The A.U. mission is clearly overwhelmed. Its teams, spread out across an area the size of France, manage at most three patrols per day in various sectors of the region, and African countries are hardly eager to send more soldiers. In a literal rendition of “death by a thousand paper cuts,” Khartoum has blocked the delivery of a hundred and five Canadian armored vehicles to vulnerable A.U. troops; grounded the A.U.’s helicopters by imposing arbitrary flight restrictions; and delayed visas for nato officials meant to train A.U. troops. When the A.U. patrols encounter skirmishes, they are under instructions to inform the organization’s headquarters, in Addis Ababa, but responsibility for the protection of citizens has been explicitly left to the government of Sudan.

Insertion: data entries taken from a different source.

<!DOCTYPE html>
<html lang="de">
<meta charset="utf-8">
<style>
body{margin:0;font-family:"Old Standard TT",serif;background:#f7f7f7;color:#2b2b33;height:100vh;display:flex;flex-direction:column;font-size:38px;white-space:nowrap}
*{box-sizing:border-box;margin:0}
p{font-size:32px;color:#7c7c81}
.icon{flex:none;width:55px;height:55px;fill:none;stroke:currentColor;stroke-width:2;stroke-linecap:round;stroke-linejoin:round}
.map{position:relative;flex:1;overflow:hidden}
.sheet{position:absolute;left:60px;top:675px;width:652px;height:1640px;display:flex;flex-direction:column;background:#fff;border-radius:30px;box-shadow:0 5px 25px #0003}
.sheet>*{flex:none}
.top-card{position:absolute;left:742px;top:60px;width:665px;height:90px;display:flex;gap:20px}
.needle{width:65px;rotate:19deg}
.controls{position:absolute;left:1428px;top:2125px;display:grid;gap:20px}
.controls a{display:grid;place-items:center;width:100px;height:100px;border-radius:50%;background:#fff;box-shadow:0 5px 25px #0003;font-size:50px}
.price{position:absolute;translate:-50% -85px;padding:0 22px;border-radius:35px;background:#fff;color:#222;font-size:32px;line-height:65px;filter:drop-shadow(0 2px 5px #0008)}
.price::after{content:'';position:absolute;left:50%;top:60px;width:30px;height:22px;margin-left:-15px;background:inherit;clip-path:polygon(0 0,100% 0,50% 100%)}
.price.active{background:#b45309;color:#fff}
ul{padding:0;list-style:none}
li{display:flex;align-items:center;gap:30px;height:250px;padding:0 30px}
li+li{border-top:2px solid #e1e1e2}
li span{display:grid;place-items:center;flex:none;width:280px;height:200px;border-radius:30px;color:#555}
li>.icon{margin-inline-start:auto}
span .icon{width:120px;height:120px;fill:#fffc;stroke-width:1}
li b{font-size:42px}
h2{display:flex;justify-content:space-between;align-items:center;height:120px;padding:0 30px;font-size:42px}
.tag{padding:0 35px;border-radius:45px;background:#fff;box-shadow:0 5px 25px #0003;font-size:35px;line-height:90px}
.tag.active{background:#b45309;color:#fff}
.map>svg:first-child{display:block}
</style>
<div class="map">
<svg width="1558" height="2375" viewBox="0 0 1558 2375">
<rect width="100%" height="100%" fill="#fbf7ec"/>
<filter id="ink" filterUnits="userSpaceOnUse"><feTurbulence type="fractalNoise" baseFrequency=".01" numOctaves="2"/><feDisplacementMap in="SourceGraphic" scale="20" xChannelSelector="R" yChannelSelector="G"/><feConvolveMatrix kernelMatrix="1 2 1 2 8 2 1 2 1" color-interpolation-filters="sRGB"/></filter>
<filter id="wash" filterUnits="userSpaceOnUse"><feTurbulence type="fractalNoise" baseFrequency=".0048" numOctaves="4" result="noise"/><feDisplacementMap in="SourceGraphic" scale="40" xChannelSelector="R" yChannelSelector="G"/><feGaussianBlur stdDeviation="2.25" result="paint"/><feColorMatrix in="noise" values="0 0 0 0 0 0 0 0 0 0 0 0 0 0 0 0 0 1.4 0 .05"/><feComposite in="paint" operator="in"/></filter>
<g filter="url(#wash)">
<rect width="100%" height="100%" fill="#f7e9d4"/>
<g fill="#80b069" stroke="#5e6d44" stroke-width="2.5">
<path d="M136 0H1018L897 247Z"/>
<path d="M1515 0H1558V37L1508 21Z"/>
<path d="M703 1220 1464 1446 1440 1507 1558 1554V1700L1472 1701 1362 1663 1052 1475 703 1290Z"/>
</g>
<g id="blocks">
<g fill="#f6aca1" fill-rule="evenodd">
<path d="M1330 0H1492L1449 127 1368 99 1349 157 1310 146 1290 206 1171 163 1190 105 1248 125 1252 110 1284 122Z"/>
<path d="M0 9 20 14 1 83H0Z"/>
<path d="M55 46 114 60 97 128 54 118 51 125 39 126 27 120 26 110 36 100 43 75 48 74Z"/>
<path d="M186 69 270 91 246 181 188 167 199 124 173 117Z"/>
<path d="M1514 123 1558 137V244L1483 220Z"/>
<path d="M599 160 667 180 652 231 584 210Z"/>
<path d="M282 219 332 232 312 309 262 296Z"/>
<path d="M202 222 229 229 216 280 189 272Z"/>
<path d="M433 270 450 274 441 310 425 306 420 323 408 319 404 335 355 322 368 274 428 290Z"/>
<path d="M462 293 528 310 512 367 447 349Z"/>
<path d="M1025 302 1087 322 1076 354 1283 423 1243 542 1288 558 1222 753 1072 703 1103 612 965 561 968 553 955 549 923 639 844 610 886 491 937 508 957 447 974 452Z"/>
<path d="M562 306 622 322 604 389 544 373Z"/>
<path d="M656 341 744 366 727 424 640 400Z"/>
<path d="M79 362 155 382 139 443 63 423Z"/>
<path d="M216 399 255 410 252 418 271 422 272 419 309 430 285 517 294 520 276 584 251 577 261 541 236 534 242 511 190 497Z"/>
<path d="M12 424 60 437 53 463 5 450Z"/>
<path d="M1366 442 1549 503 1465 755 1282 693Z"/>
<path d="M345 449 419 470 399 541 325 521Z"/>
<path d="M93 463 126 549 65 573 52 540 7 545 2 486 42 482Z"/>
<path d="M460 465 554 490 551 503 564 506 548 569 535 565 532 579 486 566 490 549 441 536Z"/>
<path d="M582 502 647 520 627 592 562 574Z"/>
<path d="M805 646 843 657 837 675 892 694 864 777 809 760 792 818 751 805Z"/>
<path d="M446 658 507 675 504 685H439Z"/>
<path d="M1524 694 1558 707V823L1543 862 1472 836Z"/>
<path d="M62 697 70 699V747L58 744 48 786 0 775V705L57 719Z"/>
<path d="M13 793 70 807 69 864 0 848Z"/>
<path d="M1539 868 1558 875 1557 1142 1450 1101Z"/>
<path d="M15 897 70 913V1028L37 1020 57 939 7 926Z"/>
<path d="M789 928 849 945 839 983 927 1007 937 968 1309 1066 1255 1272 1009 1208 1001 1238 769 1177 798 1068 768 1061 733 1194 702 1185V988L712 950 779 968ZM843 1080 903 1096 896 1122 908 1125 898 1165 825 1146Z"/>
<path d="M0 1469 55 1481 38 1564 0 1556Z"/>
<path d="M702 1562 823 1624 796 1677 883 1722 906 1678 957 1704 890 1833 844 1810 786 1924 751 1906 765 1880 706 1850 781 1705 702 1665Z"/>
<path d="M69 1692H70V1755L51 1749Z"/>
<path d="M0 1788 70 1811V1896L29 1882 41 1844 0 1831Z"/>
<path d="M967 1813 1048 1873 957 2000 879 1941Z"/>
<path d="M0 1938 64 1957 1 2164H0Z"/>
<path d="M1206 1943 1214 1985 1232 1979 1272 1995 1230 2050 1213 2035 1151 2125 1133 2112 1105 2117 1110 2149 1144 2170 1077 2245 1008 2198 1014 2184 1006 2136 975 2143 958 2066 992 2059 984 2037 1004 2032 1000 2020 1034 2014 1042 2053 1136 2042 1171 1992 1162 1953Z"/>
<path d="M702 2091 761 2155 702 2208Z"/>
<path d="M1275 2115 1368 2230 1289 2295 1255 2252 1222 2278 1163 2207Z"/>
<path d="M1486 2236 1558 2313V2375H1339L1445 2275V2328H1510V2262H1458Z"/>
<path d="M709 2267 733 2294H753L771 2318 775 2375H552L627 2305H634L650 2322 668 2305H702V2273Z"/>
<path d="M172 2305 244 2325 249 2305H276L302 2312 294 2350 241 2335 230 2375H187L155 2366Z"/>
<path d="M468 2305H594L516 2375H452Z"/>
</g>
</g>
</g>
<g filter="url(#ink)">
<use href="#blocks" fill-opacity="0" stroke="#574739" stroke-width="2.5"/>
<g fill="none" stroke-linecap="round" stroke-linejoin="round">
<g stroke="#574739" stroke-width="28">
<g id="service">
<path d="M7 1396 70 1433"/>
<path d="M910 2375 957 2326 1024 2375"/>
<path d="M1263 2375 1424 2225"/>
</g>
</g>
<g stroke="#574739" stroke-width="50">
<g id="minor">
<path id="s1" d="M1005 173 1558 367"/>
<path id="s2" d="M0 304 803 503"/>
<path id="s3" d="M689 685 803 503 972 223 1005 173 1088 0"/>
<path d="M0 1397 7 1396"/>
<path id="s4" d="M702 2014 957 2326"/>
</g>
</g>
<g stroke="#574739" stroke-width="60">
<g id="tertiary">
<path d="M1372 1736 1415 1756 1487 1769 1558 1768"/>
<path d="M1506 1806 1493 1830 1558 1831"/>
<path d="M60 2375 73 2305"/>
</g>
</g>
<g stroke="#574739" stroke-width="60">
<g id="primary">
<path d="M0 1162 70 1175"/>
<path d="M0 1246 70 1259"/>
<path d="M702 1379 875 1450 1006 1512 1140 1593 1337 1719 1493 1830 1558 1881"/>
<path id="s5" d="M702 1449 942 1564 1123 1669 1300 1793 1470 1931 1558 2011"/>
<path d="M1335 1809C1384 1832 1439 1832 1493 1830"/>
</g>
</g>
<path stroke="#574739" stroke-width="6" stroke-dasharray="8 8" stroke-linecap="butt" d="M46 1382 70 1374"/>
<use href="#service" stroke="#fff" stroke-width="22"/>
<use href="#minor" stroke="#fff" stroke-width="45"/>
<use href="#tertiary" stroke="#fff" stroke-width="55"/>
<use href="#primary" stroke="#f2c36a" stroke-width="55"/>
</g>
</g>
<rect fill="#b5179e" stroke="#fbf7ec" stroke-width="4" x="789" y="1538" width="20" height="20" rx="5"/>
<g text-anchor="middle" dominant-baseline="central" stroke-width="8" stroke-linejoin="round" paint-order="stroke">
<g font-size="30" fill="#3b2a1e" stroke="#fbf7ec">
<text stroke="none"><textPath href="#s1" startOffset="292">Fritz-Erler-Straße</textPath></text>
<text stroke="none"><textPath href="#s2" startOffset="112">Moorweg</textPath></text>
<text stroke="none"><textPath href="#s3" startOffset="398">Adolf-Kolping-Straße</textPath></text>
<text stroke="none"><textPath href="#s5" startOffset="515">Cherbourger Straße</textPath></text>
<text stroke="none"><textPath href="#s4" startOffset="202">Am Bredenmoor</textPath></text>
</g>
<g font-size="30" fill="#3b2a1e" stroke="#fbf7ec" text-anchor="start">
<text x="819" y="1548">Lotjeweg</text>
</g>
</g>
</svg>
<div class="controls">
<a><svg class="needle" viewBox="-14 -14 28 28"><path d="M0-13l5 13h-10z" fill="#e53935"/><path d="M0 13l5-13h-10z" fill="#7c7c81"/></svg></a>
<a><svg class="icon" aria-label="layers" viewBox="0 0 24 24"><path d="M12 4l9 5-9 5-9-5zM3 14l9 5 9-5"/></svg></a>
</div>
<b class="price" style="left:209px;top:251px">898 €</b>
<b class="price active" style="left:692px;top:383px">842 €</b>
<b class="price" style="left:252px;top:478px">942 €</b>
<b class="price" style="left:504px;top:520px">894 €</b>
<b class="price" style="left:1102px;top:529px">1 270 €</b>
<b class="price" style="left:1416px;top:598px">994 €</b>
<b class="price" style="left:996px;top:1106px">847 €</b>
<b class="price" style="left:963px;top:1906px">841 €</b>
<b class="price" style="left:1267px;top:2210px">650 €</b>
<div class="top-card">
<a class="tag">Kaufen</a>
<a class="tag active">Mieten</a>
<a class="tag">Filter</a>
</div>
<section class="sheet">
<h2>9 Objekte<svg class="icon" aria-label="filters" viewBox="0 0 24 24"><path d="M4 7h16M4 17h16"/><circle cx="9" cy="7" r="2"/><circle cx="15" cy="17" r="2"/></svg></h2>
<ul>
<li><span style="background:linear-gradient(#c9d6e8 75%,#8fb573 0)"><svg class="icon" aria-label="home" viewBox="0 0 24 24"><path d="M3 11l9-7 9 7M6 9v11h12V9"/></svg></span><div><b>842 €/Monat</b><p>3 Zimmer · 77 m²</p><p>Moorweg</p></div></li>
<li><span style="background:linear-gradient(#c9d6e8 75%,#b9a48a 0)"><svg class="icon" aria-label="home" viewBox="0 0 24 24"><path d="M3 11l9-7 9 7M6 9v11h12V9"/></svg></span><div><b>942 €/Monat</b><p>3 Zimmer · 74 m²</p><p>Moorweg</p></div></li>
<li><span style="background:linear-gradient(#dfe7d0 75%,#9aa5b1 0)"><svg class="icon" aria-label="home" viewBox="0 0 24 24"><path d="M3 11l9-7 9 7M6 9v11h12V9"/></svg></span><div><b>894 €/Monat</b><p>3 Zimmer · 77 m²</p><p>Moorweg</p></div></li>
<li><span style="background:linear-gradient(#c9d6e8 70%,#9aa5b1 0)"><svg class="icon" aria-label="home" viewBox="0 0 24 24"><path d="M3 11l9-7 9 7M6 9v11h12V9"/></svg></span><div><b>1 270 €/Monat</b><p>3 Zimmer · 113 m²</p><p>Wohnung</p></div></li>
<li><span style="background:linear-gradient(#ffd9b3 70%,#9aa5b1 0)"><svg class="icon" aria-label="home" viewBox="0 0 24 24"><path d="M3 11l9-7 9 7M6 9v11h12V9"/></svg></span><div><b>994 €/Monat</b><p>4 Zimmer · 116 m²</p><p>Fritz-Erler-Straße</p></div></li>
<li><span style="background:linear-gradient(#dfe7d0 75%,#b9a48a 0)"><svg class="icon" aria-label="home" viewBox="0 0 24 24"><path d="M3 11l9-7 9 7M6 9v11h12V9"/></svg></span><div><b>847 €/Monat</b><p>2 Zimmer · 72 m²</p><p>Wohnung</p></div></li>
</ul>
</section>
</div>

Soon, this stopgap mission will fail not only those in need of protection but all the other interested parties as well. The Western powers have already spent more than a billion dollars feeding refugees in camps that feel increasingly permanent, and it is nearly inevitable that, as in the West Bank and Pakistan, some Muslims in these camps will be radicalized, and take up arms locally, or, perhaps, farther afield. And once the U.S. and Europe follow through on their recent decisions to slash funding for the African Union, the U.N. will be forced to assume peacekeeping duties in Darfur after all. “The A.U. is looking for a peg to hang success on so it can walk away gracefully,” one U.N. official told me.
That peg may be hard to find. The peace talks between Khartoum and an ever increasing number of rebel groups, which began last year and are now entering their seventh round, have become a farce. The prospects for stability are so dim that diplomats have begun trotting out alibis from past ethnic conflicts. “It’s a tribal war,” Zoellick said in Khartoum, on November 9th. “And, frankly, I don’t think foreign forces ought to get themselves in the middle of a tribal war.” But, if a humanitarian calamity is going to be averted, “foreign forces” will be required. Darfur’s displaced have gathered in some three hundred sites, and someone needs to protect them from the janjaweed who prowl nearby. Roads must be made safe for humanitarian relief convoys. In the longer term, a political deal must be struck between the region’s warring factions, and the majority of Darfur’s displaced must feel safe enough to return home.
These are monumental tasks that the African Union alone cannot perform. Roméo Dallaire, the U.N.’s commander during the Rwanda genocide, has said that a multinational force of up to forty-four thousand troops is needed. Other experts have said that twenty-five thousand armed troops, with a mandate to protect civilians, would vastly improve the situation. If planning starts now, within six months or so the A.U. mission could be absorbed into a far larger multinational U.N. force that could appeal for troops from such peacekeeping veterans as Canada, the Netherlands, Turkey, and Jordan.
Persuading these countries to send their troops to Darfur won’t be easy. Nor will obtaining permission from Sudan, which, in a ghastly coincidence of timing, takes over the A.U.’s rotating presidency in January. But the alternative is a far bigger African problem-with no African, or international, solution.